*YOUR GOAL*. Nothing but a number should be returned: the count of lines in the records that contain "Elevation".

Saved data entries:
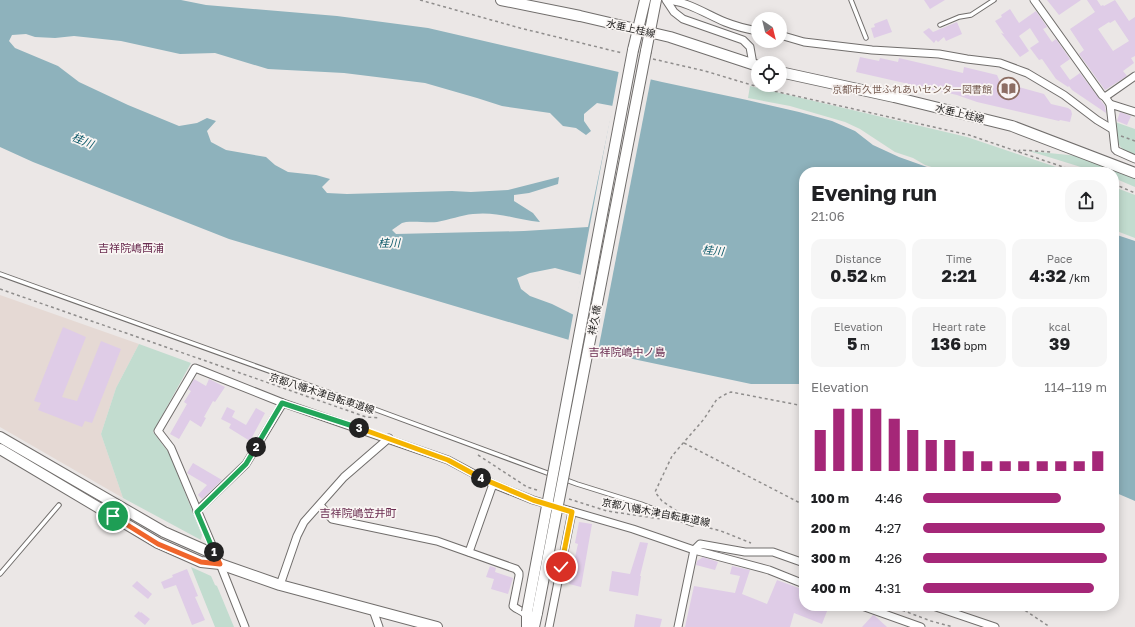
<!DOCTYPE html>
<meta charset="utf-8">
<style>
body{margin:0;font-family:"Golos Text","Noto Sans JP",sans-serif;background:#f6f6f6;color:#202124;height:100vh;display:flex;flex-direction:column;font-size:15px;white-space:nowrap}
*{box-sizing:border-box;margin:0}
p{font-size:13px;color:#757577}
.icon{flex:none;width:22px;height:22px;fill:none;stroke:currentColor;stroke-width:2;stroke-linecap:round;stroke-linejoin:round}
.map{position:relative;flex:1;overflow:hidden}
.panel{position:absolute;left:799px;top:167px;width:320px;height:444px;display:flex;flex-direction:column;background:#fff;border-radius:16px;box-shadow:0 2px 10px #0003}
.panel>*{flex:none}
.needle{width:26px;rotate:145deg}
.controls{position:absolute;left:751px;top:12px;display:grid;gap:8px}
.controls a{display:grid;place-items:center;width:36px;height:36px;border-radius:50%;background:#fff;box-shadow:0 2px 10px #0003;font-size:20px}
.pin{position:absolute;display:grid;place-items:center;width:34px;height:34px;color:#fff;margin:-17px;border:2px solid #fff;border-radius:50%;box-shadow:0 1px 4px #0007}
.km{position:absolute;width:20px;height:20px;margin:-10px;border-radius:50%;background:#222;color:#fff;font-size:11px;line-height:20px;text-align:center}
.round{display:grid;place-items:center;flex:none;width:42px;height:42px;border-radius:16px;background:#f6f6f6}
.head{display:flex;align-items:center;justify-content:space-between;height:68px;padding:0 12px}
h1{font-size:22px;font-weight:700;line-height:30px}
.figures{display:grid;grid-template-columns:repeat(3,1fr);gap:6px;height:68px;padding:4px 12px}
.figures div{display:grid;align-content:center;border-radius:10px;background:#f6f6f6;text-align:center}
.figures b{font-size:17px;font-weight:700}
.figures small{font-size:11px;font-weight:400}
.figures p{font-size:11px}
.chart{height:112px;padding:8px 12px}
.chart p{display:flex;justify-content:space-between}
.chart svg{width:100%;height:72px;margin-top:4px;stroke:#a52778;stroke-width:6}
ul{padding:0 12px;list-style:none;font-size:13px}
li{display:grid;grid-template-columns:64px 48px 1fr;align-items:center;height:30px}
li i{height:10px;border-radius:5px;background:#a52778}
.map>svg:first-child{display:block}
.built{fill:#e5d9d4}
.green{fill:#c2dccf}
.water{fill:#8eb2bc;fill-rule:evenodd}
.pier{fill:#ebe7e6}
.building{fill:#dfcce7;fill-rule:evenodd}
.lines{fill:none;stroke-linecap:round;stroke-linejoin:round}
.lane-casing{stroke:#716e6c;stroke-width:5.5}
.street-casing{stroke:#716e6c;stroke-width:9}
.secondary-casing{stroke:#716e6c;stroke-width:12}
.path{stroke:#8f8d8c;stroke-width:1.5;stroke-dasharray:3 3;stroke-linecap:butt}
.lane{stroke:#fff;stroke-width:3.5}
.street{stroke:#fff;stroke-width:7}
.secondary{stroke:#fff;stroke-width:10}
.secondary-bridge-casing{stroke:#716e6c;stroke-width:12;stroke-linecap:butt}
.secondary-bridge{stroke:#fff;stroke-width:10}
.split-1-casing{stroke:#fff;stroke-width:8}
.split-2-casing{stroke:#fff;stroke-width:8}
.split-3-casing{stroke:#fff;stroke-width:8}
.split-4-casing{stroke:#fff;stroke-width:8}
.split-5-casing{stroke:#fff;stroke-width:8}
.split-1{stroke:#f0652b;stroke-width:5}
.split-2{stroke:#22a559;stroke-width:5}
.split-3{stroke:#22a559;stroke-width:5}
.split-4{stroke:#f5b400;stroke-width:5}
.split-5{stroke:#f5b400;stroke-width:5}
.labels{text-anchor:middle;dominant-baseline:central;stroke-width:3.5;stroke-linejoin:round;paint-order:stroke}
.street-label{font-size:10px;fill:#1b1a19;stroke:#f9f5f3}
.education-label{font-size:10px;fill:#785e54;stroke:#f9f5f3;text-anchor:end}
.water-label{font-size:11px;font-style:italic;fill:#0c5969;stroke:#f9f5f3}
.neighbourhood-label{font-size:11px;fill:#6a2c50;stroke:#f9f5f3}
</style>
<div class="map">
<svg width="1135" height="627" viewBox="0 0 1135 627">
<rect width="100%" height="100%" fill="#ebe7e6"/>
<path class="built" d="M0,295L139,344L116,388L101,434L123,498L0,427Z"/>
<g class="green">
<path d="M750,86L967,137L1071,172H948L925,165L913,158L895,152L860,129L845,122L790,106L748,98Z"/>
<path d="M1115,122L1135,129V156C1115,148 1118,142 1115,122Z"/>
<path d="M1029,151L1088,157L1135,177V187L1114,178V172H1097Z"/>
<path d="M1114,187L1135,195V238L1114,230Z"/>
<path d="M139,344L191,363L153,432L169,453L202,535L201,540L123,498L101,434L116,388Z"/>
<path d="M191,567L211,576L215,585L217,586L234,627H215Z"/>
</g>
<g class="water">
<path d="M0,0H181L206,5L337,16L428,28L662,82L747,100L799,112L832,121L855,131L873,145L899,157L941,172H804V384H751L633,359L229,239L33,162L0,147ZM26,34L35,37L55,38L74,36L121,41L180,54L215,53L268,69L344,73L425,83L477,98L502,106L550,113L563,126L576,128L586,135L591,131L584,121V114L597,103L613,106L588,227L524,231L396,234L392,230L402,223L406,222C416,221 428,223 437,222C449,220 461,215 473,214C497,211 517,220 540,222L533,213L514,201V195L529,193L558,184L559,177L508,190L471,192L452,191L347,194L327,193L322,187L330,179L316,175L288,172L275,165L266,157L226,150L211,142L207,131L216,121L207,118L197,123L179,126L128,105L79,82L58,66L15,48L9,41L12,35ZM555,268L581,275L574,315L552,304L530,296L521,289L517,278L530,273Z"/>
<path d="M1114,234L1135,241V501L1114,492Z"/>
</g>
<path class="pier" d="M619,70L651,78L598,351L568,342Z"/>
<g class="building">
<path d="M924,0H945L930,9Z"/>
<path d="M1047,0H1081L1059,15Z"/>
<path d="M1087,0H1097L1101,6L1103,5L1104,6L1115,0L1129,21L1135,17V56L1131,58L1134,63L1123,71L1127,76L1105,90L1079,54L1084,50L1070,29L1095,12ZM1115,20L1129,41L1113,51L1098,29L1109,22L1110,23Z"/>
<path d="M1010,9L1019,23L1036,11L1047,27L1043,29L1052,42L1056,39L1070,59L1060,66L1070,80L1080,73L1105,106L1106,113L1072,90L1069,86L1068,87L1056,79L1042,59L1039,60L1030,48L1039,42L1030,28L1019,36L1029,51L1020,57L1001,33L1004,34L995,21L1002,17L1001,15Z"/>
<path d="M887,19L892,32L874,38L871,28L875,27L874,24Z"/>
<path d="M957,22L962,34L946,41L944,37L938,42L936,40L934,43L923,32L929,28L933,32Z"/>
<path d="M860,57L879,61L880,58L898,62L899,58L963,73L964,67L997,75L1000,82L1044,94L1051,104L1068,108L1071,110L1072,114L1070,122L1060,120L1059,121L977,102L957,95L856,72Z"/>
<path d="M1120,112L1131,116L1127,125L1117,121Z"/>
<path d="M63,327L86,337L62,397L77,401L101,341L121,349L92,423L85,421L82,427L38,410L41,403L34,401Z"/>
<path d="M194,379L206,386L209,379L225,387L215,402L213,401L204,417L206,418L201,427L190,420L179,439L170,434L187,404L184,402L191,391L188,389Z"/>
<path d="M227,407L235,411L232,417L246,425L256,408L265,413L250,441L229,428L231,424L221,419Z"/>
<path d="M193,463L222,480L202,499L198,495L207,485L187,473Z"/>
<path d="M579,522L592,524L581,587L569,584L578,544L575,543Z"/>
<path d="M640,542L648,543L640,576H641L638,596L609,591L612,571L630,574Z"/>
<path d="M703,557L718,562L715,570L696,565L697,561Z"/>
<path d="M490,566L496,568L495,572L513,578L508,594L491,589L494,579L486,577Z"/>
<path d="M732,566L750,570L742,594L767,604L777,580L804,590V606H829L822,624L794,613L790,627H685L694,586L735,593L740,576L730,574Z"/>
<path d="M187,569L198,596L195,597L205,620L192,625L176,585L164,589L161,582L173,577L172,575Z"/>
<path d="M137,581L152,594L148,599L132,586Z"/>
<path d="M139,611L140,613L141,612L150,619L145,625L134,616Z"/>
<path d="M636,614L662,619L660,627H634Z"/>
<path d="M873,615L875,616L887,627H862Z"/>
</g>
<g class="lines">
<defs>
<g id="lane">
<path d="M851,0L866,38"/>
<path d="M940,25L959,17L971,15L994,0"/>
<path d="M0,274L347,399L577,484L641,504L692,524"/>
<path d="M0,574L59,505"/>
</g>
<g id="street">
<path d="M666,0L674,12L683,19L743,40L750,47L753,64"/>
<path d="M669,0C690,3 706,14 725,22C735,26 746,29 758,31"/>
<path d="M1034,0L1102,95L1105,97L1110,104"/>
<path d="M780,35L804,42L872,50L939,54L967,59L1000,63L1027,73L1064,95L1097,120L1112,129"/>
<path d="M1105,97L1135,76"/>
<path d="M1135,112L1110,104L1115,149L1117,151L1135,159"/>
<path d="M320,505L332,519L437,541L516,569L519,573V576L513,606C517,610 522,610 526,615"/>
<path d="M197,511L246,464L283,403"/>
<path d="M469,552L493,484"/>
<path d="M280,585L297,536L304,522L344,477L389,438"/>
<path d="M862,606L921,627"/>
<path d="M933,606L995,627"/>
<path d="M373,610L379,627"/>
<path d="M245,627L220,564L171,448L158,431L195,368L283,403L448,460L493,484L533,500L633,529L694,550L769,570L804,584"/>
<path d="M549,627L572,512"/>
<path d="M678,627L694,550L700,544L745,552H773L804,563"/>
</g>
<g id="secondary">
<path d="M501,0L580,16L670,37L758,66"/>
<path d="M633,50L645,0"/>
<path d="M646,51L656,0"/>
<path d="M780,72L894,97L1012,126L1135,173"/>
<path d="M0,437L164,532L207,551L220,564"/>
<path d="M0,449L158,543L201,562L220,564L280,585L437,627"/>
<path d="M527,612V627"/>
<path d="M534,627L537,613"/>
</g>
</defs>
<use href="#lane" class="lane-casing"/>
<use href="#street" class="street-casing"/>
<use href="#secondary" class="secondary-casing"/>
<g class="path">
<path d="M420,0L520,28L622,53"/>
<path d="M653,59L705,71L765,89L969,135L1078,172"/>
<path d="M1121,136L1135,141"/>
<path d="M1018,152L1020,150L1051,152"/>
<path d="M1114,184L1135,193"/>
<path d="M0,289L366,417L380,418"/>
<path d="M684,443L804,505"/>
<path d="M478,455L527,487L540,491"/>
<path d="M569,499L607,511L661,519"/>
<path d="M677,511L662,501L655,492L672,456L704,419L717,399L726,394L731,392L804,406"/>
<path d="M698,525L721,531L751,543"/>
<path d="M891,606L931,621L953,627"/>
<path d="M1014,606L1026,611L1050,627"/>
</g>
<use href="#lane" class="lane"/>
<use href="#street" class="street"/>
<use href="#secondary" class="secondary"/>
<defs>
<g id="secondary-bridge">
<path d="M527,612L633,50"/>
<path d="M537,613L646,51"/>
</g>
</defs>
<use href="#secondary-bridge" class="secondary-bridge-casing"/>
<use href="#secondary-bridge" class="secondary-bridge"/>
</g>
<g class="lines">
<defs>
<path id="split-1" d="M113,516L158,544L201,562L220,564L214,552"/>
<path id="split-2" d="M214,552L197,512L246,464L256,447"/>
<path id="split-3" d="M256,447L282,403L359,428"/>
<path id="split-4" d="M359,428L448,460L481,478"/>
<path id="split-5" d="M481,478L533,500L572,512L561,567"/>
</defs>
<use href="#split-1" class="split-1-casing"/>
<use href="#split-2" class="split-2-casing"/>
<use href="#split-3" class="split-3-casing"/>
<use href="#split-4" class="split-4-casing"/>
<use href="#split-5" class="split-5-casing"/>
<use href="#split-1" class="split-1"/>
<use href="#split-2" class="split-2"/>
<use href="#split-3" class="split-3"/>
<use href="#split-4" class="split-4"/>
<use href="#split-5" class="split-5"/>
</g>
<defs>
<symbol id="library-ring" viewBox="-11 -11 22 22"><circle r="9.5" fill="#f9f5f3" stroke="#8d6e63" stroke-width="1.5"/><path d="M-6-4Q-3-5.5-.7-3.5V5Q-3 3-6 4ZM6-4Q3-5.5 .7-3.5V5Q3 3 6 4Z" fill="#8d6e63"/></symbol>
</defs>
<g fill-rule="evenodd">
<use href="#library-ring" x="996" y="76" width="25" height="25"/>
</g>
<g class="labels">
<g class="street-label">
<text transform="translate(631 28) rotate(13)">水垂上桂線</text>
<text transform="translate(960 113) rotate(14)">水垂上桂線</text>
<text transform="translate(594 320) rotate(-79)">祥久橋</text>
<text transform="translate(322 393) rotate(18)">京都八幡木津自転車道線</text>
<text transform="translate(656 512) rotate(11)">京都八幡木津自転車道線</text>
</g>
<g class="education-label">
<text x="992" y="89">京都市久世ふれあいセンター図書館</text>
</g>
<g class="water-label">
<text transform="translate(83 140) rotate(22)">桂川</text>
<text x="389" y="242">桂川</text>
<text transform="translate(713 250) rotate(5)">桂川</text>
</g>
<g class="neighbourhood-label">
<text x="131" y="247">吉祥院嶋西浦</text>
<text x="627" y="351">吉祥院嶋中ノ島</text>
<text x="358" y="512">吉祥院嶋笠井町</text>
</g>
</g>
</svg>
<div class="controls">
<a><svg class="needle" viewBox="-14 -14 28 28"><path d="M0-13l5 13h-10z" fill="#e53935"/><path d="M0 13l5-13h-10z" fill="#757577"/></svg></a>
<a><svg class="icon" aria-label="locate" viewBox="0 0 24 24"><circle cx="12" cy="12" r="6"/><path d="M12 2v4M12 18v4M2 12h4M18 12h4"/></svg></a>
</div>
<div class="pin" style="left:113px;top:516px;background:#1e9e55"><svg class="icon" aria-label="arrive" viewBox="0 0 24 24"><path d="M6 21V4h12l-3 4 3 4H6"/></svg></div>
<div class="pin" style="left:561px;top:567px;background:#d93025"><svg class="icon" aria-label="check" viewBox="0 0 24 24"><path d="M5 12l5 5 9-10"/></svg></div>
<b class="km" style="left:214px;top:552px">1</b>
<b class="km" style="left:256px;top:447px">2</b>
<b class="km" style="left:359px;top:428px">3</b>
<b class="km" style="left:481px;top:478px">4</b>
<section class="panel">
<div class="head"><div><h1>Evening run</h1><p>21:06</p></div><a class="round"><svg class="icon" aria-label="share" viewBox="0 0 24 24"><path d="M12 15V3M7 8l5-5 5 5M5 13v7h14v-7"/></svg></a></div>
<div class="figures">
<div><p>Distance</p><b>0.52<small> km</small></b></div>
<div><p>Time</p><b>2:21</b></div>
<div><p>Pace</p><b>4:32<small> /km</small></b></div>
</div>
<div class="figures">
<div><p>Elevation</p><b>5<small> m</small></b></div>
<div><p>Heart rate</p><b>136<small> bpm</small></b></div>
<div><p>kcal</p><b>39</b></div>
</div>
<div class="chart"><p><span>Elevation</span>114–119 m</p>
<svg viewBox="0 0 160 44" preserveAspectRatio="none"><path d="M5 44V19M15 44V6M25 44V6M35 44V6M45 44V12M55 44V19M65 44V25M75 44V25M85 44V32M95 44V38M105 44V38M115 44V38M125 44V38M135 44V38M145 44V38M155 44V32"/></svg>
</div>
<ul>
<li><b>100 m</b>4:46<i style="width:75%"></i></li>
<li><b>200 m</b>4:27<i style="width:99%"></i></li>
<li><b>300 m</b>4:26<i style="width:100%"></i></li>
<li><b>400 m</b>4:31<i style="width:93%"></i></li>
</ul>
</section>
</div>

*OUTPUT OF THE EXERCISE*. 2